TASK PROMPT:
Search the data for the word "absolute". Reproduce every line where it is found.

= = = = =

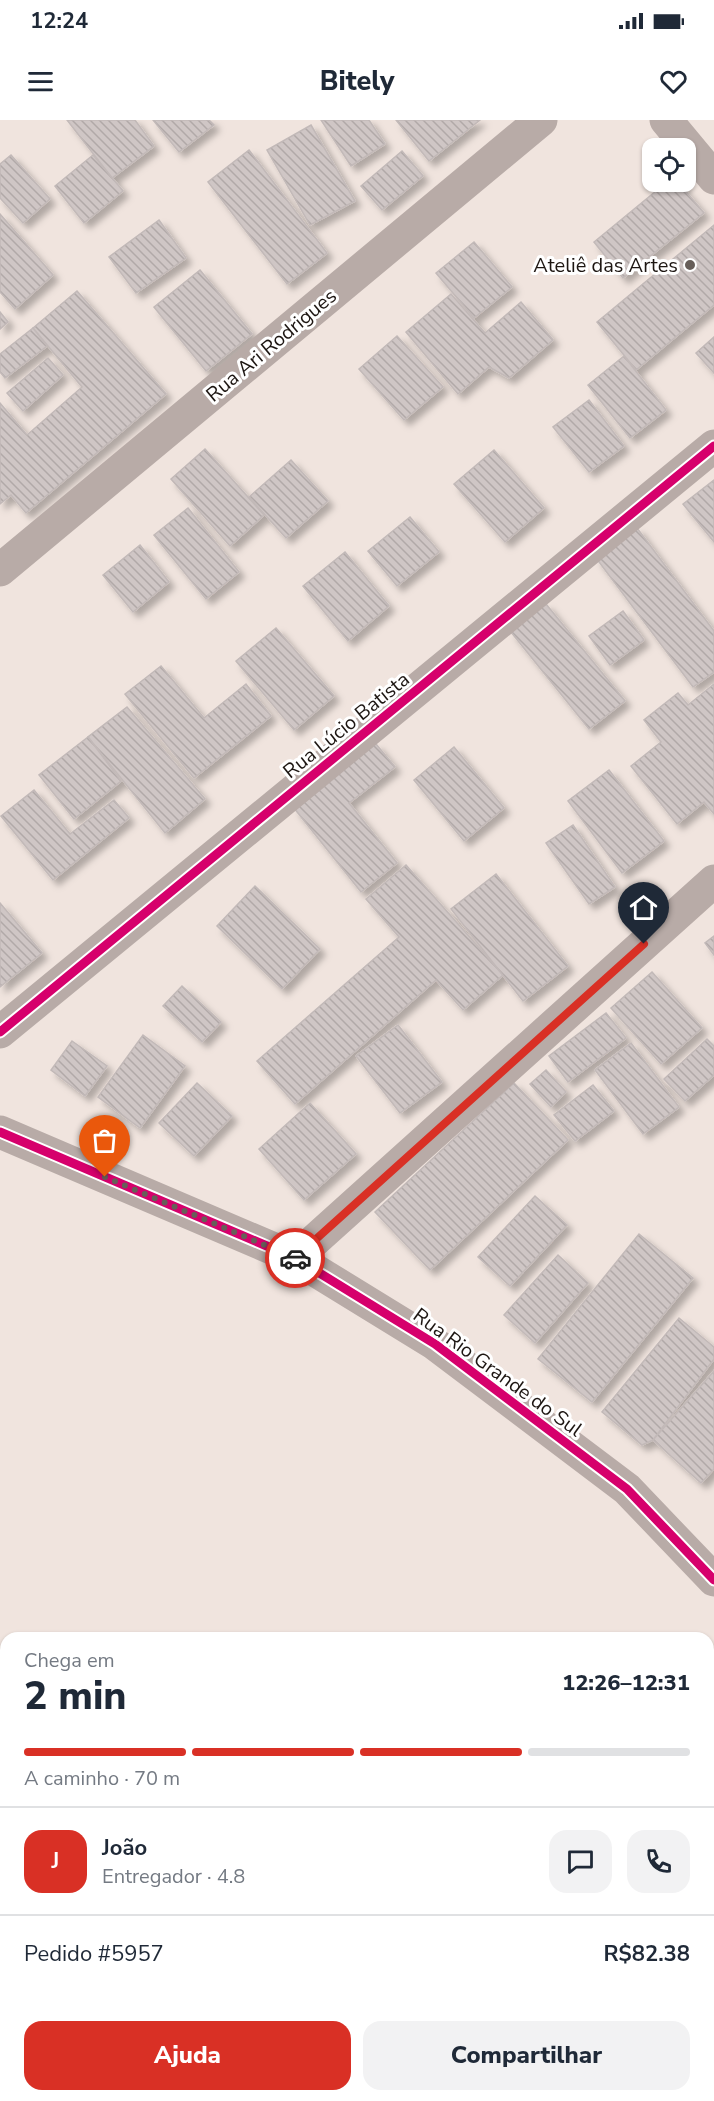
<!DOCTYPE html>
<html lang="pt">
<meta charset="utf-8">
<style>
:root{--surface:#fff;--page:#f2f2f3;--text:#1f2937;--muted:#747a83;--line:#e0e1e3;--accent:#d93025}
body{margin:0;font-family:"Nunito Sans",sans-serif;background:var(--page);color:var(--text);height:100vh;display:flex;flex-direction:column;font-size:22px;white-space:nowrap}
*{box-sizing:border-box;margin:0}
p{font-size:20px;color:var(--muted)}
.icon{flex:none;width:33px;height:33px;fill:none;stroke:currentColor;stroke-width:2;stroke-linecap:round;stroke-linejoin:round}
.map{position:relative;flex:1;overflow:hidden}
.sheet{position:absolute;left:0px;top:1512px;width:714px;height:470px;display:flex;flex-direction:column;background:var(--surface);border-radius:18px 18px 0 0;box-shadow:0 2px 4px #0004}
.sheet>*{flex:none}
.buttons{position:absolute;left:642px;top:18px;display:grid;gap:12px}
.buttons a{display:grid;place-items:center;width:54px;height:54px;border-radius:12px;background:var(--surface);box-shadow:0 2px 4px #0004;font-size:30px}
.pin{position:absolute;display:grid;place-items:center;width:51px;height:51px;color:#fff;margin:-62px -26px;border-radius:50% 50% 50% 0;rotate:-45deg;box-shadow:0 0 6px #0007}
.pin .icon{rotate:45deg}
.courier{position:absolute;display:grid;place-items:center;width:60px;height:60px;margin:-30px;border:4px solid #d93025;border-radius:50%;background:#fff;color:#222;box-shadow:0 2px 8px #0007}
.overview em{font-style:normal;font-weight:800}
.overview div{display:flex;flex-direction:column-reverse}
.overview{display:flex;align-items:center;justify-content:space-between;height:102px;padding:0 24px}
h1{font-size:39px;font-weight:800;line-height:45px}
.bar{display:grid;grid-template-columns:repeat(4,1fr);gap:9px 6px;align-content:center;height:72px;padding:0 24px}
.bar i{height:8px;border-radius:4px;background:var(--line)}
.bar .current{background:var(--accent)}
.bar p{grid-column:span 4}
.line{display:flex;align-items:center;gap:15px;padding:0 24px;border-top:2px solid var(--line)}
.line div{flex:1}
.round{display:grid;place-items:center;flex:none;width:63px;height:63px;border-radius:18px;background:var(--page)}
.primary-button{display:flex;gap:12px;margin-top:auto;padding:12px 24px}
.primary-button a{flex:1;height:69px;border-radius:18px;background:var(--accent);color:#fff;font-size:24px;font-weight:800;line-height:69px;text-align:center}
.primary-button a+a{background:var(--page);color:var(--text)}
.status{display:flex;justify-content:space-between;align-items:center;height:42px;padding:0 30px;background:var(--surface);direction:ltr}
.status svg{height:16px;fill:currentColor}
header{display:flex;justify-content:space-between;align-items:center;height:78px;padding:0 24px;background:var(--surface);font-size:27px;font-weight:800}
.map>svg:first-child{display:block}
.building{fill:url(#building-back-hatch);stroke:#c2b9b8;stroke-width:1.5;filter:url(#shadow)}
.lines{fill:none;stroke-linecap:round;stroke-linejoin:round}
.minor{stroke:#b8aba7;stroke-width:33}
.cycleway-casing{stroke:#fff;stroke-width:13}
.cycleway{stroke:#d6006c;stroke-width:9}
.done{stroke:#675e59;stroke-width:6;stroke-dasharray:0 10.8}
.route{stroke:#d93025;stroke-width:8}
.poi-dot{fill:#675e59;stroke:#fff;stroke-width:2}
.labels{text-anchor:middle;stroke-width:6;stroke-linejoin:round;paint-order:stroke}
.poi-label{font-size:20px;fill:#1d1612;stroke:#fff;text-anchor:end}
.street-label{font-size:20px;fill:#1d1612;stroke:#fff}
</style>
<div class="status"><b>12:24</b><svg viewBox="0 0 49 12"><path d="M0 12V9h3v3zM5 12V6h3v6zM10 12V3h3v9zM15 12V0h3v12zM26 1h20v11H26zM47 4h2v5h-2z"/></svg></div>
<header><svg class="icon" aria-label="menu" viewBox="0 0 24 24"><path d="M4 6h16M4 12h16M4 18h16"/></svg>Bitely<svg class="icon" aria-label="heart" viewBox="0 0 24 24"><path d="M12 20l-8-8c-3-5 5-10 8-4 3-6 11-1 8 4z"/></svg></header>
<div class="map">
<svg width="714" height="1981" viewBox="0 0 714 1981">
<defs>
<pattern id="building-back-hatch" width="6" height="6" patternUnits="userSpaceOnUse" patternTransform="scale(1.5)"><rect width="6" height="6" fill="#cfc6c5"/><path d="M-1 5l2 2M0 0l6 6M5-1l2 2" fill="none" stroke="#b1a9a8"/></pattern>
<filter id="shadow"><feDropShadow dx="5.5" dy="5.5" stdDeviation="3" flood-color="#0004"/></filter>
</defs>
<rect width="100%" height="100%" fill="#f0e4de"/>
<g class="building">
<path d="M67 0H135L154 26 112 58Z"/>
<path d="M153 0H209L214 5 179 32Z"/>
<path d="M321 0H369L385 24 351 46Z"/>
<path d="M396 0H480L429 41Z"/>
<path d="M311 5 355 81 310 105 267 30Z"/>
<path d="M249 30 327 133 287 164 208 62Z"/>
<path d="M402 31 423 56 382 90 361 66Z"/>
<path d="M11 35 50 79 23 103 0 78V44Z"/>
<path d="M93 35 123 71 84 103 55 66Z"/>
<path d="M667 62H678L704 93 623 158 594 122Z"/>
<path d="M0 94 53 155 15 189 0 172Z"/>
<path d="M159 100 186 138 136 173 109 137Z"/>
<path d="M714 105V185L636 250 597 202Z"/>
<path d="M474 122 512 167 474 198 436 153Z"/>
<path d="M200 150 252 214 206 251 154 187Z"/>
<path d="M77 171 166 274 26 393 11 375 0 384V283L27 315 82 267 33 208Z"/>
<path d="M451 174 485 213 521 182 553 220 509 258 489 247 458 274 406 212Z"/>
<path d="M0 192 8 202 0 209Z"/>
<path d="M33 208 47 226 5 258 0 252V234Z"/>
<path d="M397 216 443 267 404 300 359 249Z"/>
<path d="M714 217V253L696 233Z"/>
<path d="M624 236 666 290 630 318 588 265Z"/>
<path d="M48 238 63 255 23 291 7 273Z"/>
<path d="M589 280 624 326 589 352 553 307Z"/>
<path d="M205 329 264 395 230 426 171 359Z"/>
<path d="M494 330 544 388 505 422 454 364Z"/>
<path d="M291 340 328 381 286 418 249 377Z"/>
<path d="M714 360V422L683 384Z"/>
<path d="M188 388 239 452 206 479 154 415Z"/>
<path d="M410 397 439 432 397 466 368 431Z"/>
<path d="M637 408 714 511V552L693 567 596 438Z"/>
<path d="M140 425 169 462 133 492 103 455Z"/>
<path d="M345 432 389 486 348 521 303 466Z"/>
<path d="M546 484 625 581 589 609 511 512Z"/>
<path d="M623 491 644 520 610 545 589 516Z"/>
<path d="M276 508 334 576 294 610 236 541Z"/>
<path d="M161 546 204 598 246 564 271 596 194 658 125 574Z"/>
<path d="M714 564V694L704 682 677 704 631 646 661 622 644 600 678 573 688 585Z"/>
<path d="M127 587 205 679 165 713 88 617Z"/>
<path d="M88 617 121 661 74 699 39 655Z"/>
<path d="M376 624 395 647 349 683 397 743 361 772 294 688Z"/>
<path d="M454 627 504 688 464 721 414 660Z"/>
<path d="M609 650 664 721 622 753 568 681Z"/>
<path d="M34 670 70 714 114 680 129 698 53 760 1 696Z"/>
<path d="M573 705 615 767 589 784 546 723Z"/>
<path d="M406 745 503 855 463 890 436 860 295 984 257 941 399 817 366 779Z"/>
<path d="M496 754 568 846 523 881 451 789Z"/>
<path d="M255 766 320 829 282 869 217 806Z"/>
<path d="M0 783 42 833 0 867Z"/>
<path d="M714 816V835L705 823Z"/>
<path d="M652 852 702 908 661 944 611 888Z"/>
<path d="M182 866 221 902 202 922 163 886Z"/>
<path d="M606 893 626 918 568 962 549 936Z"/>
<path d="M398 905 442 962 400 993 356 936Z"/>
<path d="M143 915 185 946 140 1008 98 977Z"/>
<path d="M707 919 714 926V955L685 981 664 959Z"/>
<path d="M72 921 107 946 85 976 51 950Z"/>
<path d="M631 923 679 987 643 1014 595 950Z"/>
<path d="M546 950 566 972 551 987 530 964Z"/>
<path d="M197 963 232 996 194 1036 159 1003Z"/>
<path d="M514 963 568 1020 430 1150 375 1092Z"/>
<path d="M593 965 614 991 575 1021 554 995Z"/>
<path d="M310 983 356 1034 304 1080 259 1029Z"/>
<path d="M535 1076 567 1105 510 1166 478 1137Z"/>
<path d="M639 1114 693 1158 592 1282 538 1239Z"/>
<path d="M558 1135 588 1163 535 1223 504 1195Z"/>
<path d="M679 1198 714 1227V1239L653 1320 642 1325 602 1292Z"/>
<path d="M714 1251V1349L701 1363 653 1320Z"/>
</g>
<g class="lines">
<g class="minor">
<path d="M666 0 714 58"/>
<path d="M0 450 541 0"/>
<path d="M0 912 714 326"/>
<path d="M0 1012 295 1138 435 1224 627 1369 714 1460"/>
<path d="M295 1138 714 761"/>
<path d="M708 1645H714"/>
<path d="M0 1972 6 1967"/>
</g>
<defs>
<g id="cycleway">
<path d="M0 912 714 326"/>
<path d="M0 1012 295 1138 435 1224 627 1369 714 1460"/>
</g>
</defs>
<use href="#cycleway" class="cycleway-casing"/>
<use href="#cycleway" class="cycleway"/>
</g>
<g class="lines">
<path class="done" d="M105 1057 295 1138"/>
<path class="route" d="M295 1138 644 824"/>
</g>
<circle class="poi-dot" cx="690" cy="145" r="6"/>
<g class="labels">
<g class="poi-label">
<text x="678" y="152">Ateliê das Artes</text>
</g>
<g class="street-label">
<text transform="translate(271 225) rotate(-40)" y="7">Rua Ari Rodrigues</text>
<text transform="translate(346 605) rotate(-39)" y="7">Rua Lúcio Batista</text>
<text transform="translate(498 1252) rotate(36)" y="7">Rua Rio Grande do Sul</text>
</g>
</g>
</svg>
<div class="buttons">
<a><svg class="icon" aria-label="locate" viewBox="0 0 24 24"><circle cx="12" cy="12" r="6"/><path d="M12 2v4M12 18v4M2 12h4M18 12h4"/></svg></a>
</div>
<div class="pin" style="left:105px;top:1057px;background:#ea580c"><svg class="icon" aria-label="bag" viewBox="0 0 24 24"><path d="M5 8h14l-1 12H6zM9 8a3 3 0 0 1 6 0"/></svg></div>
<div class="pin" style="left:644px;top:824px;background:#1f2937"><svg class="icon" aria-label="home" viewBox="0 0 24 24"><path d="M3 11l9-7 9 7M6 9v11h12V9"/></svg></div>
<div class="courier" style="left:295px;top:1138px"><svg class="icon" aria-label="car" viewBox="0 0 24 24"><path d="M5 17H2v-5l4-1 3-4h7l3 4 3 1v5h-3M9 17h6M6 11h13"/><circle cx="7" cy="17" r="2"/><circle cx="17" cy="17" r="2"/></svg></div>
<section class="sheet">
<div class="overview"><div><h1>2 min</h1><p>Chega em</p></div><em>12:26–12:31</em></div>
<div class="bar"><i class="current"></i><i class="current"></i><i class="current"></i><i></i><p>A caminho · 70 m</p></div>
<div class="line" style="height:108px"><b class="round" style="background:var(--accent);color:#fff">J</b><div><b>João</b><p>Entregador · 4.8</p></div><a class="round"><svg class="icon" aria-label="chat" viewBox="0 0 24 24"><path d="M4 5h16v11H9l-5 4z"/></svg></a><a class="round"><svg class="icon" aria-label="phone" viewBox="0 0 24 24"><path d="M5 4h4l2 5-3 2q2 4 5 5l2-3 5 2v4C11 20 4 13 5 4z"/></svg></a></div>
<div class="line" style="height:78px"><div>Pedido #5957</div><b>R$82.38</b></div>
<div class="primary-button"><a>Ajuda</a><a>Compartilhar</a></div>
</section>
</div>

= = = = =

ANSWER FOR THE TASK:
.sheet{position:absolute;left:0px;top:1512px;width:714px;height:470px;display:flex;flex-direction:column;background:var(--surface);border-radius:18px 18px 0 0;box-shadow:0 2px 4px #0004}
.buttons{position:absolute;left:642px;top:18px;display:grid;gap:12px}
.pin{position:absolute;display:grid;place-items:center;width:51px;height:51px;color:#fff;margin:-62px -26px;border-radius:50% 50% 50% 0;rotate:-45deg;box-shadow:0 0 6px #0007}
.courier{position:absolute;display:grid;place-items:center;width:60px;height:60px;margin:-30px;border:4px solid #d93025;border-radius:50%;background:#fff;color:#222;box-shadow:0 2px 8px #0007}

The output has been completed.